As many now know the process of change in the 1960s was chaotic, altering different parts of the Mass and Office with no discernible pattern to the flux. The "1965 Missal" some like Fr Kocik of New Liturgical Movement and the blogger over at Southern Orders tout actually came about, more or less, with Inter Oecumenici in 1964. During my university days our library had a "1962 editio typica" printed in 1964 with all manner of alterations: vernacular at the strangest points, rubrics for combining orations, optional prayers before the altar, instructions for lay readers, the new Communion rite, and no Johannine prologue. Far from being the "Traditional Latin Mass" with some vernacular, the 1962 Missal 2.0 that was 1964 is very clunky and lacking in elegance. The changes were formalized with a new typical edition in 1965.
However it seems that the 1962 2.0 rite was celebrated very briefly with the same amount of vernacular as the 1965. Here is an old article from a paper called Catholic Northwest Progress detailing the vernacularization of the extant liturgy. The title given to the rites for receiving Holy Communion, "Eucharistic Banquet," hardly confirms the Reform of the Reform thesis that the change process did not need to go as far as it did. By this time many if not most clergy were celebrating versus populum and many had begun giving Communion in the hand. A few extreme elements concocted their own anaphoras and introduced female altar boys.

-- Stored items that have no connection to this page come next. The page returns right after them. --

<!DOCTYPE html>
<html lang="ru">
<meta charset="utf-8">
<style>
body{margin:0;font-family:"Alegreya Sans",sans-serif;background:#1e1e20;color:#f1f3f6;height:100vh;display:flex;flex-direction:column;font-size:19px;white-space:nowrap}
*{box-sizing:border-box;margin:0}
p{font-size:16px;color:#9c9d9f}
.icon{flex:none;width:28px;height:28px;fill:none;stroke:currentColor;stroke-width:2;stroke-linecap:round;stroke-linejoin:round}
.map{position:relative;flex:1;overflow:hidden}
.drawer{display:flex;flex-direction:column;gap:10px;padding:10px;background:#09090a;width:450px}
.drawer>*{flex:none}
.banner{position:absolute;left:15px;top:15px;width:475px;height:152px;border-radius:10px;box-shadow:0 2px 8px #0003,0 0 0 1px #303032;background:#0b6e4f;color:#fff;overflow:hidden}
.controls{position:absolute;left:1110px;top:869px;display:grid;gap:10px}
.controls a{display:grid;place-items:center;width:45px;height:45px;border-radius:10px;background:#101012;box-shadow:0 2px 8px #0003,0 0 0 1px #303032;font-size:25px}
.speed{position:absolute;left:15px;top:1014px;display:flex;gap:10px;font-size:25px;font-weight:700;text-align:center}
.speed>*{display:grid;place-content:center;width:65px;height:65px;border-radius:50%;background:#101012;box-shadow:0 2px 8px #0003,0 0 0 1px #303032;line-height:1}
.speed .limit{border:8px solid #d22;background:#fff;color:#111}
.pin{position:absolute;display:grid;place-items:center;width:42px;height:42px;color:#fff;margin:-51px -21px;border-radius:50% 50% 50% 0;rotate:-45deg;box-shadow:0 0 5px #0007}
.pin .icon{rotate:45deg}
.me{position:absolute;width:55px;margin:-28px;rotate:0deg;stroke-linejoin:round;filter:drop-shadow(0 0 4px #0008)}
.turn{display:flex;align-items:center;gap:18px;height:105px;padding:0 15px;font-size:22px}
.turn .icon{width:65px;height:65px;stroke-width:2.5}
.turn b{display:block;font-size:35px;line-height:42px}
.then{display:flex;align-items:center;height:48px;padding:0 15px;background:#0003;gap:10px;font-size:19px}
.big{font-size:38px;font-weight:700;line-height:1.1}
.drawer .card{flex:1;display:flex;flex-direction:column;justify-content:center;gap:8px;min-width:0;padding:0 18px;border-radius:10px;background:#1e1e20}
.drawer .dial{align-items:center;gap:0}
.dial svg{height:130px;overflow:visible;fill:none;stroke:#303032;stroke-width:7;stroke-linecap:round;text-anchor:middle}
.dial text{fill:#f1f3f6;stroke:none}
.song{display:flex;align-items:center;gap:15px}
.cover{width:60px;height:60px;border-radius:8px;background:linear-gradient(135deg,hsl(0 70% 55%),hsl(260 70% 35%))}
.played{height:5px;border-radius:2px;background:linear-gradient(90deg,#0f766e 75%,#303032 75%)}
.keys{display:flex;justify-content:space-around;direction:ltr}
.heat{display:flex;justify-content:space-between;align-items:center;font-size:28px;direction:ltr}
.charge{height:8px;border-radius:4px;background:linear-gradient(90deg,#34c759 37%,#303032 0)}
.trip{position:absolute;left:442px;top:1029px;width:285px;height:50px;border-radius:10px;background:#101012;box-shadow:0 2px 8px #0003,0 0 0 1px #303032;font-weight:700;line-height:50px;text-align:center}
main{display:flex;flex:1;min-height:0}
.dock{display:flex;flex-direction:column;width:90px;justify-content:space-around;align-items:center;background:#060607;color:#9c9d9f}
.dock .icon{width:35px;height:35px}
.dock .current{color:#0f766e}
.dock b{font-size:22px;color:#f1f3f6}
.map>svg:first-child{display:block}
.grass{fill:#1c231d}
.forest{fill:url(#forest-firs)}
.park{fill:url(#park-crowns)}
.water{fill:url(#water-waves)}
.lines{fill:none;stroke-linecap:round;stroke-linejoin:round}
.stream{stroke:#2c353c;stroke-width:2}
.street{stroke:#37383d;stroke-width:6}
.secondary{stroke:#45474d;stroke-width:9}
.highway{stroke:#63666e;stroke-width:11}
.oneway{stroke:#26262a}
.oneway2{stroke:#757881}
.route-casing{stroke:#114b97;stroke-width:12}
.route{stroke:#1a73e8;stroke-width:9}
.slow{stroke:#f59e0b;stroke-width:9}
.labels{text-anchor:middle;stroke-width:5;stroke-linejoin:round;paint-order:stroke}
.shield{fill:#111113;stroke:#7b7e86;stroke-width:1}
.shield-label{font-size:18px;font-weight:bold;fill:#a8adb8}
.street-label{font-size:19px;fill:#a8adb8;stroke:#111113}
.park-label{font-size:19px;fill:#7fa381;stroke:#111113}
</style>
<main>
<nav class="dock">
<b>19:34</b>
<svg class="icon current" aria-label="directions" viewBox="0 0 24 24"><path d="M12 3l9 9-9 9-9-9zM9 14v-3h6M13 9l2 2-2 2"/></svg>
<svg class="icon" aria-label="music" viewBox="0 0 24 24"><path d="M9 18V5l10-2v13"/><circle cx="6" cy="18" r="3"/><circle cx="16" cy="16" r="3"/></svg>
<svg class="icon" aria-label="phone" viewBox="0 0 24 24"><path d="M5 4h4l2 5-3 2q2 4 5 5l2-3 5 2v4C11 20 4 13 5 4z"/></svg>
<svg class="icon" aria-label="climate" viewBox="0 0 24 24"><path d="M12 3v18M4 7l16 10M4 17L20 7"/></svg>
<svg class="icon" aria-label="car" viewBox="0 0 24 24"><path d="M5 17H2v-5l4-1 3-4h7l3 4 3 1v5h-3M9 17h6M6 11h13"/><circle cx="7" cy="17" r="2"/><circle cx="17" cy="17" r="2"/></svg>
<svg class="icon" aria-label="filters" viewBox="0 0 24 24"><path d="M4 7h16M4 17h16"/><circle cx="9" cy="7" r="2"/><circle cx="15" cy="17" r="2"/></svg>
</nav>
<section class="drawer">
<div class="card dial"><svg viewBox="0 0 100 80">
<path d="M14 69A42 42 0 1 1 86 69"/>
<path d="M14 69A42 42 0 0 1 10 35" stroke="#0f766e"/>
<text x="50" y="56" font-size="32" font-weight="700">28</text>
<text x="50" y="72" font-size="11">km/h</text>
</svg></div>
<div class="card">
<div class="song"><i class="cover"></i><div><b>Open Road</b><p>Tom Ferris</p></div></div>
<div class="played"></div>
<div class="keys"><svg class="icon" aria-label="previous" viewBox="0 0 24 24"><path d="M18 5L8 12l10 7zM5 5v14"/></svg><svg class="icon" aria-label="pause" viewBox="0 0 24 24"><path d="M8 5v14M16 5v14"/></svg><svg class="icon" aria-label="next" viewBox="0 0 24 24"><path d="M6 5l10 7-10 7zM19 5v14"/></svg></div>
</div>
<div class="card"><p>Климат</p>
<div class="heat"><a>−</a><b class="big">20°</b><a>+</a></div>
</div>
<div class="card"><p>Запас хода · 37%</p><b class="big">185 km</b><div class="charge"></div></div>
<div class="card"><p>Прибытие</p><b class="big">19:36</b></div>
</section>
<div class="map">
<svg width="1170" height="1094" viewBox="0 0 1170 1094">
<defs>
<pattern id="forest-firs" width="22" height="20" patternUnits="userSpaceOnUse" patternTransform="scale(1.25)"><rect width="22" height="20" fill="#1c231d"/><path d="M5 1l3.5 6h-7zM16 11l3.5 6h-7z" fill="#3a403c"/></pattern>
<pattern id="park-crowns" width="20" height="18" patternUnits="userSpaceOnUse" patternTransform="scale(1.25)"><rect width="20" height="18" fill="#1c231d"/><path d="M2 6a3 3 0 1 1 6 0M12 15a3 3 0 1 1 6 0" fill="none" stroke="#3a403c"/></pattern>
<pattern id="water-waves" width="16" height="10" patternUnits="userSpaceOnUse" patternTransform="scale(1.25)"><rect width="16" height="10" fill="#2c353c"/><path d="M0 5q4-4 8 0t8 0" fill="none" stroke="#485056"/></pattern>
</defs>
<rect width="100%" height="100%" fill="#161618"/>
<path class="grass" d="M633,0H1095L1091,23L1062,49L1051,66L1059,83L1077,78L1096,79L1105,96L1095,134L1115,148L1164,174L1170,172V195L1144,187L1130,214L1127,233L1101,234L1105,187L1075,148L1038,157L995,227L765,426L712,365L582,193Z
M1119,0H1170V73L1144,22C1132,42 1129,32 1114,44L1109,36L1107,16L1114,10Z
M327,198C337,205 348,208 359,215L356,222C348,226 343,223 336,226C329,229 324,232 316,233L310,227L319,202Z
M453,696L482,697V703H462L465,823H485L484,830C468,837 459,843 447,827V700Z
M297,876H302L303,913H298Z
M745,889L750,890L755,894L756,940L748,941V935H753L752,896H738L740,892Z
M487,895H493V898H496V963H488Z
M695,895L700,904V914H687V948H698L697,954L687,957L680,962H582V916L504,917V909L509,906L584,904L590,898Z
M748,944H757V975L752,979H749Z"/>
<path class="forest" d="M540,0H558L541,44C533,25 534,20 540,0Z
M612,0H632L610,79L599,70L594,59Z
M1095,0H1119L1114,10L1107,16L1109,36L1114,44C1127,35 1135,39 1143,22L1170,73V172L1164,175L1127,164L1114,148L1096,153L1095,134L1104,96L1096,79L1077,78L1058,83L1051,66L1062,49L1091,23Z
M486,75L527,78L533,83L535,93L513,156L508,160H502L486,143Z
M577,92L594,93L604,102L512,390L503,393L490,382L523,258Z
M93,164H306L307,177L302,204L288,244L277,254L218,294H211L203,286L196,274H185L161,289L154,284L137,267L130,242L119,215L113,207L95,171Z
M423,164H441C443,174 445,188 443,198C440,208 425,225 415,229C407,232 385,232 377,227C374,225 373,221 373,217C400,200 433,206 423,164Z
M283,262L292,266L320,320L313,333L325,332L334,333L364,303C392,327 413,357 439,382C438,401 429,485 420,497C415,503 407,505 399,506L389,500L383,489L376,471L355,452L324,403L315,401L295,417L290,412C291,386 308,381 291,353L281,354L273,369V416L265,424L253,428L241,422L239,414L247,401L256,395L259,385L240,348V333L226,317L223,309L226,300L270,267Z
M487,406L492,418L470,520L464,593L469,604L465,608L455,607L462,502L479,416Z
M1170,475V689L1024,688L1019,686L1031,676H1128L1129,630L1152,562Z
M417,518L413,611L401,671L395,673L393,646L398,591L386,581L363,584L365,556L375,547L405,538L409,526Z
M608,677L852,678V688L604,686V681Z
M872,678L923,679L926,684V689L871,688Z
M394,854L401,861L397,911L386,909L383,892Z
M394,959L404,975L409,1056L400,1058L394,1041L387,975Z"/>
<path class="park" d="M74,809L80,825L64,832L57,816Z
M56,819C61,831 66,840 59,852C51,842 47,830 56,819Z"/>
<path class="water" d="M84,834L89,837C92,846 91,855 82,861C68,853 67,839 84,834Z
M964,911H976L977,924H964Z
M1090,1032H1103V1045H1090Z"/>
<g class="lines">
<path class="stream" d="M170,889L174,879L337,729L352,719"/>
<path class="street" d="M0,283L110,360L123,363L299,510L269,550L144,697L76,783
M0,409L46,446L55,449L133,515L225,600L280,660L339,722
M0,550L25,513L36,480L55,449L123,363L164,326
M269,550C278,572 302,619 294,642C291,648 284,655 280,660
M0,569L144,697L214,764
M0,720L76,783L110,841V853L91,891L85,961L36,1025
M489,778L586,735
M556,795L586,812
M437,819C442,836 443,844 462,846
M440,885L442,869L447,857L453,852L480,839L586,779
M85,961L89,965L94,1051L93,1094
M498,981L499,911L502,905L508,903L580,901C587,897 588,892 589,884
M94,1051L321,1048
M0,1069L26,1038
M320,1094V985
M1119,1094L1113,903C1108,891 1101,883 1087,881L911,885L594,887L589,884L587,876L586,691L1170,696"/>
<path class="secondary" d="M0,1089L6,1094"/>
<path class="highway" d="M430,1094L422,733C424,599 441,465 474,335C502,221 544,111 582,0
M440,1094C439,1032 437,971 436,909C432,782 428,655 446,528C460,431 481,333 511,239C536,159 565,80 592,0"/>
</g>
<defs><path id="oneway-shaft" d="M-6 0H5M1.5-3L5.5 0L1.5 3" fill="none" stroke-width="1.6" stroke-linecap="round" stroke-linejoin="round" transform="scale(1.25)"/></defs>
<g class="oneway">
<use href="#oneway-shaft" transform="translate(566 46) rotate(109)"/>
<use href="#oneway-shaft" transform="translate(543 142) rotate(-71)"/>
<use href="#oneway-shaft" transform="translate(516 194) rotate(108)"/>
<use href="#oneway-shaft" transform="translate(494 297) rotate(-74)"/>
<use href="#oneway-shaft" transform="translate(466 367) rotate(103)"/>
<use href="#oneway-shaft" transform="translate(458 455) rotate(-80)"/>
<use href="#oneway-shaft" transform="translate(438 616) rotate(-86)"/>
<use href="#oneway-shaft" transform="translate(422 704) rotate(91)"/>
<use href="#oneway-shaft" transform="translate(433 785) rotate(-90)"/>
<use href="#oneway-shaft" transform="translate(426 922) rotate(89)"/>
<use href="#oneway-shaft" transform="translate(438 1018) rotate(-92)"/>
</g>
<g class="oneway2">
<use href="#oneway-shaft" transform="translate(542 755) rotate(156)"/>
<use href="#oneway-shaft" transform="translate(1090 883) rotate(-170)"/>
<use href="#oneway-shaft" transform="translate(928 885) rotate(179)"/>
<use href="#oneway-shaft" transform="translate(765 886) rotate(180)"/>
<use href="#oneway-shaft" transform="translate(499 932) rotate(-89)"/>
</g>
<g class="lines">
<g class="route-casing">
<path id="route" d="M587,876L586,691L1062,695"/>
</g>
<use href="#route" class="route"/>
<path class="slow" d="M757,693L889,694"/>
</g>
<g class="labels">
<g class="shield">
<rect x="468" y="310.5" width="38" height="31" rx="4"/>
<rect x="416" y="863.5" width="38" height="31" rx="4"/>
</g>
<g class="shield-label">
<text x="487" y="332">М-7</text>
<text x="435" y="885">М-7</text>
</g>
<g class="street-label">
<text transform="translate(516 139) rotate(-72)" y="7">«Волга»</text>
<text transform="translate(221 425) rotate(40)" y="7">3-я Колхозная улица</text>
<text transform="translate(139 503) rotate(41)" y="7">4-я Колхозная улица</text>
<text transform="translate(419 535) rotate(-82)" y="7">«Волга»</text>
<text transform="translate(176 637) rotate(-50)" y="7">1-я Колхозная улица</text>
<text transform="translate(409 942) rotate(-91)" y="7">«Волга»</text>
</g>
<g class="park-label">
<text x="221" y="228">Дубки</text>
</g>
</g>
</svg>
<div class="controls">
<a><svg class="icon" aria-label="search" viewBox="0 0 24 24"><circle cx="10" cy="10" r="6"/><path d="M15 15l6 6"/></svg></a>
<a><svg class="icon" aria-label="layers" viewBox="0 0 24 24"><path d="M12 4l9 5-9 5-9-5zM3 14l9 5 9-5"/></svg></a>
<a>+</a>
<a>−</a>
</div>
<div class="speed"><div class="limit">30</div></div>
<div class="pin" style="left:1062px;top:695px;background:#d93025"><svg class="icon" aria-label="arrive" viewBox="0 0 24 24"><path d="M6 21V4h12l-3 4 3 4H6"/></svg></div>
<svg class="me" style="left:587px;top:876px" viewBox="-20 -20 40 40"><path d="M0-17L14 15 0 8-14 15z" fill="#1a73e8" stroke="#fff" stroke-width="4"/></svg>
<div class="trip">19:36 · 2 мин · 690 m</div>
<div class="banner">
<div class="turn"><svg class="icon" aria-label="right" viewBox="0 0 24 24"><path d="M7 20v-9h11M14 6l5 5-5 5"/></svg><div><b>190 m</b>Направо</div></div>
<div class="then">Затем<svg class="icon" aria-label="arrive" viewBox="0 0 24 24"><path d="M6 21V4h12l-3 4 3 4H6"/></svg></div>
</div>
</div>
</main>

Most interesting to the Rad Trad is that permission to pray the Office in vernacular had to be obtained from the local bishop, but celebrations involving the laity imparted automatic permission. Ironically the easier standards for praying the Divine Office in vernacular coincided with a decline in the Office's popular celebration. In major cities most large churches would still pray Vespers on Sundays. In a few years nearly none would. The vernacularization meant no tones or melodies for singing the 1960/1964 Office and the Liturgia Horarum is almost entirely un-singable, with its large blocks of text meant to be read and its lack of antiphonal musics. Vernacular killed the Divine Office. Section II of the article linked above calls vernacular the "greatest possibility of scandal." There is nothing wrong with vernacular in the liturgy in the Rad Trad's opinion, but it was rare in the Roman tradition, disturbed many people, and was executed in the absolute worst way possible.